Canyon camping reservations due changes
Local backpackers and commercial guides no longer will be able to get permits early in person at the South Rim backcountry office.
By CYNDY COLE
Sun Staff Reporter
Monday, November 16, 2009
When Flagstaff nurse John Jasper and a friend decided to backpack the Grand Canyon for their 50th birthdays, it took more than a year of planning.
First, they wanted to camp in bunkhouses at Phantom Ranch, at the bottom of the canyon. Reservations must be made a year in advance, typically on the first day reservations are taken for that date. "I got Phantom Ranch, which was insane," Jasper said. "I had two phones, with the number going back and forth on speed dial."

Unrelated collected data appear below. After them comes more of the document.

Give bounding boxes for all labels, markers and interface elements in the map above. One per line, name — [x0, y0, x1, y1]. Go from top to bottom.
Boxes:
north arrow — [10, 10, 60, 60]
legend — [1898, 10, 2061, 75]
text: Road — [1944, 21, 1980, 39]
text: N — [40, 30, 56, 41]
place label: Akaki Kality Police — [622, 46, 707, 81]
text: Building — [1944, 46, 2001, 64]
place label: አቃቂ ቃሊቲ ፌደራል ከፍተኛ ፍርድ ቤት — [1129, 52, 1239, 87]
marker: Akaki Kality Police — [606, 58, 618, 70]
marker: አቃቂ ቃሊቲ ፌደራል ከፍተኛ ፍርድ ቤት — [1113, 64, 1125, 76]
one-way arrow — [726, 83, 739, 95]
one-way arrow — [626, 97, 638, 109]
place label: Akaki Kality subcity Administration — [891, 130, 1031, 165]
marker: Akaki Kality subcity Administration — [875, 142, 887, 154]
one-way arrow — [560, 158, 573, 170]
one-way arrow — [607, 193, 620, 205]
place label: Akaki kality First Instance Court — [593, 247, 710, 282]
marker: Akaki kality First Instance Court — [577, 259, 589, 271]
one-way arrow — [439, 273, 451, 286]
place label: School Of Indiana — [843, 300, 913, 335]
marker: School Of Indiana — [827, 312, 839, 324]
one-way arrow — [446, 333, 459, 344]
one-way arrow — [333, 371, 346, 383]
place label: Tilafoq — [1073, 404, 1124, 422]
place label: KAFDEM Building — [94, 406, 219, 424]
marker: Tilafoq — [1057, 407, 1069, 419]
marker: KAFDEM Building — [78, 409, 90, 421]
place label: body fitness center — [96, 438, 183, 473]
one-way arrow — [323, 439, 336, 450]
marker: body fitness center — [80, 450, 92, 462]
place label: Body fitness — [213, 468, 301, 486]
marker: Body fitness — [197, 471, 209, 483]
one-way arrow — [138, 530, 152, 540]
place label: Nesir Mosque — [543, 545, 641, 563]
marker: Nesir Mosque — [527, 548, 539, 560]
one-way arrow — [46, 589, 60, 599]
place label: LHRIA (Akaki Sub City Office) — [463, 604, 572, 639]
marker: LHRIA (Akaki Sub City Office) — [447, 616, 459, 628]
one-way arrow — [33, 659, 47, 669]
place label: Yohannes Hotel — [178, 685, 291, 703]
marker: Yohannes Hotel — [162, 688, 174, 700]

It took an hour of dialing and he spent another half-hour on hold to get that permit.
But the trip he wanted also had backcountry camping sites in other areas, for which he had to apply four months in advance.
He was at a Boy Scout camp on the day those permits became available and borrowed an office fax machine. The lines were jammed at the Grand Canyon's Backcountry Office.

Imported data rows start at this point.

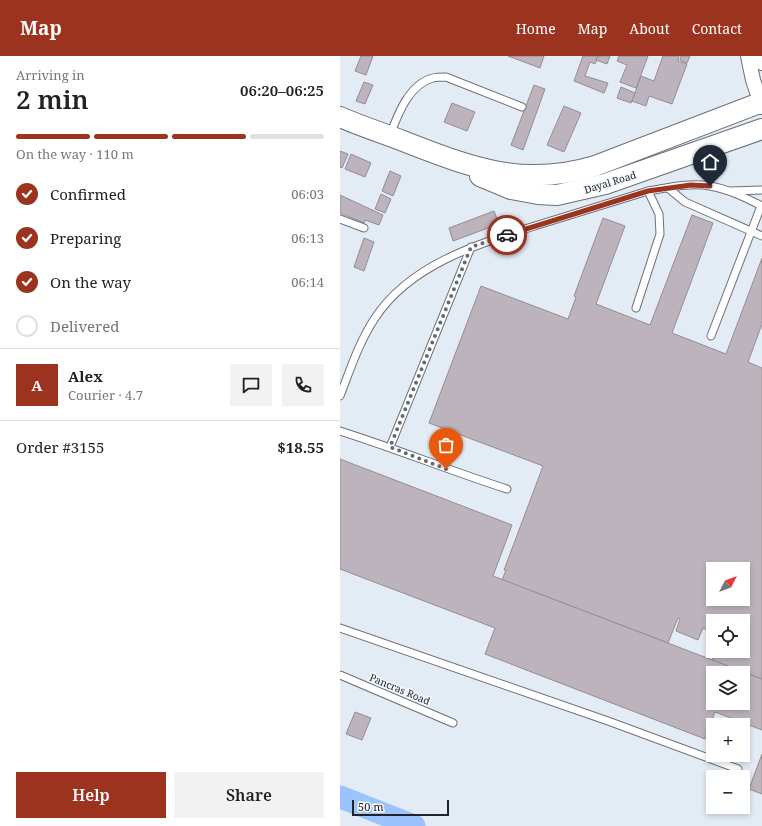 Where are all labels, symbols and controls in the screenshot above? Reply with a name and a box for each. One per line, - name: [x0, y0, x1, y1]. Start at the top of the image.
- text: Map: [20, 15, 62, 41]
- text: Home: [516, 19, 556, 38]
- text: Map: [578, 19, 607, 38]
- text: About: [629, 19, 670, 38]
- text: Contact: [692, 19, 742, 38]
- text: Arriving in: [16, 66, 85, 84]
- text: 06:20–06:25: [240, 80, 324, 100]
- text: 2 min: [16, 81, 89, 117]
- text: On the way · 110 m: [16, 145, 134, 163]
- pin: [693, 145, 727, 186]
- icon: home: [699, 151, 721, 173]
- street label: Dayal Road: [582, 167, 638, 197]
- icon: check: [16, 183, 38, 205]
- text: Confirmed: [50, 184, 126, 204]
- text: 06:03: [291, 185, 324, 203]
- courier: [487, 215, 527, 255]
- icon: car: [496, 224, 518, 246]
- icon: check: [16, 227, 38, 249]
- text: Preparing: [50, 228, 121, 248]
- text: 06:13: [291, 229, 324, 247]
- icon: check: [16, 271, 38, 293]
- text: On the way: [50, 272, 131, 292]
- text: 06:14: [291, 273, 324, 291]
- text: Delivered: [50, 316, 119, 336]
- button: chat: [230, 364, 272, 406]
- button: phone: [282, 364, 324, 406]
- text: Alex: [68, 366, 103, 386]
- text: A: [31, 375, 43, 395]
- text: Courier · 4.7: [68, 386, 143, 404]
- pin: [429, 428, 463, 469]
- icon: bag: [435, 434, 457, 456]
- text: Order #3155: [16, 437, 104, 457]
- text: $18.55: [277, 437, 324, 457]
- north arrow: [706, 562, 750, 606]
- map controls: [706, 562, 750, 814]
- button: locate: [706, 614, 750, 658]
- button: layers: [706, 666, 750, 710]
- street label: Pancras Road: [368, 670, 432, 708]
- button: +: [706, 718, 750, 762]
- button: −: [706, 770, 750, 814]
- button: Help: [16, 772, 166, 818]
- button: Share: [174, 772, 324, 818]
- scale bar: [352, 798, 449, 817]
- text: 50 m: [358, 799, 384, 814]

"I was faxing, and faxing and faxing and faxing," he said, to get camping permits for the rest of the trip.
He failed at first, but succeeded after his wife continued the faxes from elsewhere.
"You really have to think ahead to just make a trip through there," he said.
NO MORE GAMING THE SYSTEM
Getting one of the roughly 11,500 permits granted each year to backpack overnight in the Grand Canyon is indeed competitive, particularly on the most popular trails and in milder weather.
October and May are the most popular months for those seeking the piece of paper required to camp most places below the rim, with nearly one of every two people denied.
So some local hikers and backpacking guides beat the system and get guaranteed camping spots on the most popular trails by standing in line at the Grand Canyon reservation office four months in advance.
They line up at the backcountry office at the South Rim on the first day the permits become available -- beating those applying by fax or mail.
Some compare this ritual to the opening of a blockbuster movie, with hikers bringing camp chairs to sit and wait in the morning, swapping stories.
The crowds can exceed 100 and begin forming early in the morning.
Some even fly in from out of state to get permits for their groups at popular group-sized campground sites.
National Park Service administrators at Grand Canyon have decided that the system is unfair because it gives people with spare time or living near the canyon an advantage over all the rest.
The agency proposes to end the practice in February, making everyone in the world compete for advanced reservations by fax and mail only.
"We're trying to provide better equity between locals and international visitors," said Barclay Trimble, a deputy superintendent.
Further, the Park Service is not allowing any more individuals to establish commercial backpacking businesses until they sort out a larger plan for the backcountry.
Eventually the park also plans to move to an online reservation system.